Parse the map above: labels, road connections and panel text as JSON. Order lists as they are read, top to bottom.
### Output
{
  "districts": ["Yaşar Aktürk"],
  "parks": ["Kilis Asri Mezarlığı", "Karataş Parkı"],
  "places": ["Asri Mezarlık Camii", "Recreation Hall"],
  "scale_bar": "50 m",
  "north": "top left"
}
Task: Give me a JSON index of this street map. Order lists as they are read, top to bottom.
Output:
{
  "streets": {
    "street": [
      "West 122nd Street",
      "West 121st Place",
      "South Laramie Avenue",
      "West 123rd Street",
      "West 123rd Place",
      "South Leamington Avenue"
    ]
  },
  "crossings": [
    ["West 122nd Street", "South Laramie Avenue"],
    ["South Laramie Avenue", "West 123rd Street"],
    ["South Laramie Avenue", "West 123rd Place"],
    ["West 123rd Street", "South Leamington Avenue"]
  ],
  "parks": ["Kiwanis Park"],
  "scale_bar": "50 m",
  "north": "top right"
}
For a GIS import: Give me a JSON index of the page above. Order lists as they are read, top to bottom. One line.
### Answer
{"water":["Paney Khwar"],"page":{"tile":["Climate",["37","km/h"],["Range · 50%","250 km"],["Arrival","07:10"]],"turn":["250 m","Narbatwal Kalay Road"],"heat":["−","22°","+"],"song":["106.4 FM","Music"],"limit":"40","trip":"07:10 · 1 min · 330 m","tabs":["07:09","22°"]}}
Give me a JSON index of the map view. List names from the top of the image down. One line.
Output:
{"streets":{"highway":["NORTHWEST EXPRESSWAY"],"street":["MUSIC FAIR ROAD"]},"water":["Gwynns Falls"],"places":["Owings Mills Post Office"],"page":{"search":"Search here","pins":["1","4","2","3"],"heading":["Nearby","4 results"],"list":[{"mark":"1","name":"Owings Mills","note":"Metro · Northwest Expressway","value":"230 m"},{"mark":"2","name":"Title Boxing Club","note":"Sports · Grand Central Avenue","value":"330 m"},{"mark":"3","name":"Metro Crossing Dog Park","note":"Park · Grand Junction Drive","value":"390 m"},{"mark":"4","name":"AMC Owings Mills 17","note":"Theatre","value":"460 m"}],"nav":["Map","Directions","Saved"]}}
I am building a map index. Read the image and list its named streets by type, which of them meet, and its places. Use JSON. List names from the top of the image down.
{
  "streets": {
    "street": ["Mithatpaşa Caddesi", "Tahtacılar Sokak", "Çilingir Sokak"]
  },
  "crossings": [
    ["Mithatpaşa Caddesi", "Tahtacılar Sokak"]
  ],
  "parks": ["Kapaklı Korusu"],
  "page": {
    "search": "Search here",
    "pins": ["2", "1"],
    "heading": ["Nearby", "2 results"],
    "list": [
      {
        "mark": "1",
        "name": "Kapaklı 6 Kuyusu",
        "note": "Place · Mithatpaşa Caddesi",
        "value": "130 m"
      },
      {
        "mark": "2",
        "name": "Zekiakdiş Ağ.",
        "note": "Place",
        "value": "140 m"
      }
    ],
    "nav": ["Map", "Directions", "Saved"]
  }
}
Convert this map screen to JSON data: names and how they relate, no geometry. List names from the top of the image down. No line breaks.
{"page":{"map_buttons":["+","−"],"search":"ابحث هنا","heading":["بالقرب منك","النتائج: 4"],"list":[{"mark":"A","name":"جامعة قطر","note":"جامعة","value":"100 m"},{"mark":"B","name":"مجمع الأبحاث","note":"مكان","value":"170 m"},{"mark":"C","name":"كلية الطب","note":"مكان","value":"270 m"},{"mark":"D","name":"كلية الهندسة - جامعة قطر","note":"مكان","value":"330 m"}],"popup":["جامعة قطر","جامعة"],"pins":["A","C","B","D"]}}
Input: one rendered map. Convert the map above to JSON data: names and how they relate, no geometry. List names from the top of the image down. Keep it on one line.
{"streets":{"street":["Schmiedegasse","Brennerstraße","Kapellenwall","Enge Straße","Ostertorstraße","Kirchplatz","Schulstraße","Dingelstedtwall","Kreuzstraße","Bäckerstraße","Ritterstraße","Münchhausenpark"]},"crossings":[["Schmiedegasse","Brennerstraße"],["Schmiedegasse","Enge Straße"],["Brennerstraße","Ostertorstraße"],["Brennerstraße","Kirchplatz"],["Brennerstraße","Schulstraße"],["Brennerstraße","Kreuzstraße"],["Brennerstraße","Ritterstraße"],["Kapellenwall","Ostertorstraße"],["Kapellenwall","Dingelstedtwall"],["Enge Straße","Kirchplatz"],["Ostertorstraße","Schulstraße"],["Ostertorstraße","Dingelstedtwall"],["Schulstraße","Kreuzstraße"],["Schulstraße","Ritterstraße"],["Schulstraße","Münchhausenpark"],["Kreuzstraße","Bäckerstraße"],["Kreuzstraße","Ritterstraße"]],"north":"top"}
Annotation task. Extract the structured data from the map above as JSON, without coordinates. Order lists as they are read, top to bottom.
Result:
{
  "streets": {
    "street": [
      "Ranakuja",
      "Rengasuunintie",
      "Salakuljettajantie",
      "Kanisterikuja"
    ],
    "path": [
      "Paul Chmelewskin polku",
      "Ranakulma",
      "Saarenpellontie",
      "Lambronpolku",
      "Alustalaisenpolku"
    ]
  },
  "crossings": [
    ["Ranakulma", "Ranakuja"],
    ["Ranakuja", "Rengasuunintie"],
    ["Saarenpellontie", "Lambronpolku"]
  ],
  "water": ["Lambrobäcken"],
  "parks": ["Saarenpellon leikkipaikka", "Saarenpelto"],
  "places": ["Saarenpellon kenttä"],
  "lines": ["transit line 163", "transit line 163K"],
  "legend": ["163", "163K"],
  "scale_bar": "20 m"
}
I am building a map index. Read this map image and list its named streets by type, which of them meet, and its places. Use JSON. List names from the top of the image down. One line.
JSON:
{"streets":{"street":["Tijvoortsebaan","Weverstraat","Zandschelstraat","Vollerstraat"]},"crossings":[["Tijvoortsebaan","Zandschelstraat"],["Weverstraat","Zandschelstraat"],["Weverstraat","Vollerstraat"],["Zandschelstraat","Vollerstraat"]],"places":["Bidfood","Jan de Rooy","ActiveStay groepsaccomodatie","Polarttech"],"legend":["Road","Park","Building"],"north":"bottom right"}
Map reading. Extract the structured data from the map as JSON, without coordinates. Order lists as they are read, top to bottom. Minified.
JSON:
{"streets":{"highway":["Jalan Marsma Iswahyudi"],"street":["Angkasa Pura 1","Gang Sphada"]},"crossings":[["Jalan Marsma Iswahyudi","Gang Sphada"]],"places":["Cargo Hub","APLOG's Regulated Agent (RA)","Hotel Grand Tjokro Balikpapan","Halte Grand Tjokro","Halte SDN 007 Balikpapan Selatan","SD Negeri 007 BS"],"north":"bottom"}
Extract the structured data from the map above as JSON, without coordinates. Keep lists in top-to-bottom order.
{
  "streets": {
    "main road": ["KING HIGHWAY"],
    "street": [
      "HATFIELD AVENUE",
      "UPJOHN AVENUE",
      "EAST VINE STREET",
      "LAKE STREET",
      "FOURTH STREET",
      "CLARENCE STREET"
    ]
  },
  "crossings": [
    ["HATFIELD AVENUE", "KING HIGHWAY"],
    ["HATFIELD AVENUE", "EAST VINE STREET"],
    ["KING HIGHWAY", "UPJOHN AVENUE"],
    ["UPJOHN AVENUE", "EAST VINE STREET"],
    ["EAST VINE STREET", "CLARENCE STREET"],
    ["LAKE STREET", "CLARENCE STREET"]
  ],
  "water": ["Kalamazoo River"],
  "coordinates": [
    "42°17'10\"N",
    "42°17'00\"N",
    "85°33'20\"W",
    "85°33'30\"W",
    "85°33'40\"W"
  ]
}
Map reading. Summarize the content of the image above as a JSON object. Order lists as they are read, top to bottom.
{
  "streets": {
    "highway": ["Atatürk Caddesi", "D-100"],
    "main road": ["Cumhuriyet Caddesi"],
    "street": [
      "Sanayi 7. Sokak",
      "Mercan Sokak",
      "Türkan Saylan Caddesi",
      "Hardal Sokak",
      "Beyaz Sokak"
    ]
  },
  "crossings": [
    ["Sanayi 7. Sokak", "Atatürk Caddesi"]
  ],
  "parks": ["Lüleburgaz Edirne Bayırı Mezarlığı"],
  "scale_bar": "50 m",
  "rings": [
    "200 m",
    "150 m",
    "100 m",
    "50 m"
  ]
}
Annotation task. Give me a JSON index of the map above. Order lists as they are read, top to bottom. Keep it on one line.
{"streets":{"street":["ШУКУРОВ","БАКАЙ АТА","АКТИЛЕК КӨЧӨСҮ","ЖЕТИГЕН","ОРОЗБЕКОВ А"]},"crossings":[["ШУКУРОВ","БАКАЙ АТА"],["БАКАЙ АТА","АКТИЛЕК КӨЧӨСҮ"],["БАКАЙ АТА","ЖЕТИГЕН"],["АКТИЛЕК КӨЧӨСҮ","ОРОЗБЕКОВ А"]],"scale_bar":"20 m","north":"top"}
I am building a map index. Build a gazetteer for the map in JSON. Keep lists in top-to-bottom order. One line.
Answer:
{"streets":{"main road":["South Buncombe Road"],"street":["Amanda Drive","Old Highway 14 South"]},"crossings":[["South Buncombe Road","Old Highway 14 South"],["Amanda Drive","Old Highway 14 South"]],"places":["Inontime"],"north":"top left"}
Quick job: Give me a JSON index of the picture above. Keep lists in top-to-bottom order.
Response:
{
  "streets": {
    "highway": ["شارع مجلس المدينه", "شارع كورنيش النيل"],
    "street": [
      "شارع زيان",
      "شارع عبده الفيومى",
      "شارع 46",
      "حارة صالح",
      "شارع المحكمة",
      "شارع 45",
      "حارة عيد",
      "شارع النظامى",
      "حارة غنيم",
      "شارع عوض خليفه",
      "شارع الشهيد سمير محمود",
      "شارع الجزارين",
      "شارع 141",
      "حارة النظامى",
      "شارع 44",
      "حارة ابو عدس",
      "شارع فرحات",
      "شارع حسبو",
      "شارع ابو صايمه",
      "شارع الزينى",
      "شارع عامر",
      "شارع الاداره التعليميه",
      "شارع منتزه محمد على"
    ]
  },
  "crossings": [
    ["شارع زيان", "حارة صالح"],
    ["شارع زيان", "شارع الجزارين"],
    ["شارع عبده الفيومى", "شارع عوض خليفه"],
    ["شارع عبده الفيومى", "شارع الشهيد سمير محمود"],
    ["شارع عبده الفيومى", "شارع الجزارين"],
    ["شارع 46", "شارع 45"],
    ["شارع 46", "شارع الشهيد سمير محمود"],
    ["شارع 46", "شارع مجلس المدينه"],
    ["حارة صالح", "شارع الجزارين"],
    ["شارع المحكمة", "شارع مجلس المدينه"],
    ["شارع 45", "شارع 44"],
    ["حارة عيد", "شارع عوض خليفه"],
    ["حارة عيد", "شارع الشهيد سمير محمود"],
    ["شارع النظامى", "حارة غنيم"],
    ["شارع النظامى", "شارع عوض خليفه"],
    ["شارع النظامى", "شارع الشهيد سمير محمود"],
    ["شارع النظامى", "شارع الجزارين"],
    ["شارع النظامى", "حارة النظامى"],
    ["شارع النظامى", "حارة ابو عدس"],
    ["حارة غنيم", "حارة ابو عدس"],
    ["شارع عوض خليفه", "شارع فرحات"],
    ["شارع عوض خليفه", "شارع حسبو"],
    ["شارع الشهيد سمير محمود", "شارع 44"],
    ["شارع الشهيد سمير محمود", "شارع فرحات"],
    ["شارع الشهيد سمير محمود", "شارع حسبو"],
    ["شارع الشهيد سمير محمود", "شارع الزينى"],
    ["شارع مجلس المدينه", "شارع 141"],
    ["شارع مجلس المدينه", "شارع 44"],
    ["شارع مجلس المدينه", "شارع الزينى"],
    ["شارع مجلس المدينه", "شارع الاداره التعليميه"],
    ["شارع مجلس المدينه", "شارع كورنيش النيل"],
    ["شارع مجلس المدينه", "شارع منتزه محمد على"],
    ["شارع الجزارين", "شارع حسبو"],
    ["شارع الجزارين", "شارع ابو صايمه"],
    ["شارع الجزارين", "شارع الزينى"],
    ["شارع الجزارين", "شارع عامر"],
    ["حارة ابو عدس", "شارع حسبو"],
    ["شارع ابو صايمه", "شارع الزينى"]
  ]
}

------------------------------

> _WHAT THE EXERCISE ASKS_
Starting with the first line of the listing above, copy each line exactly until you have copied the line containing "Task: Give me". Stop there.

> _RESPONSE TO THE EXERCISE_
Parse the map above: labels, road connections and panel text as JSON. Order lists as they are read, top to bottom.
### Output
{
  "districts": ["Yaşar Aktürk"],
  "parks": ["Kilis Asri Mezarlığı", "Karataş Parkı"],
  "places": ["Asri Mezarlık Camii", "Recreation Hall"],
  "scale_bar": "50 m",
  "north": "top left"
}
Task: Give me a JSON index of this street map. Order lists as they are read, top to bottom.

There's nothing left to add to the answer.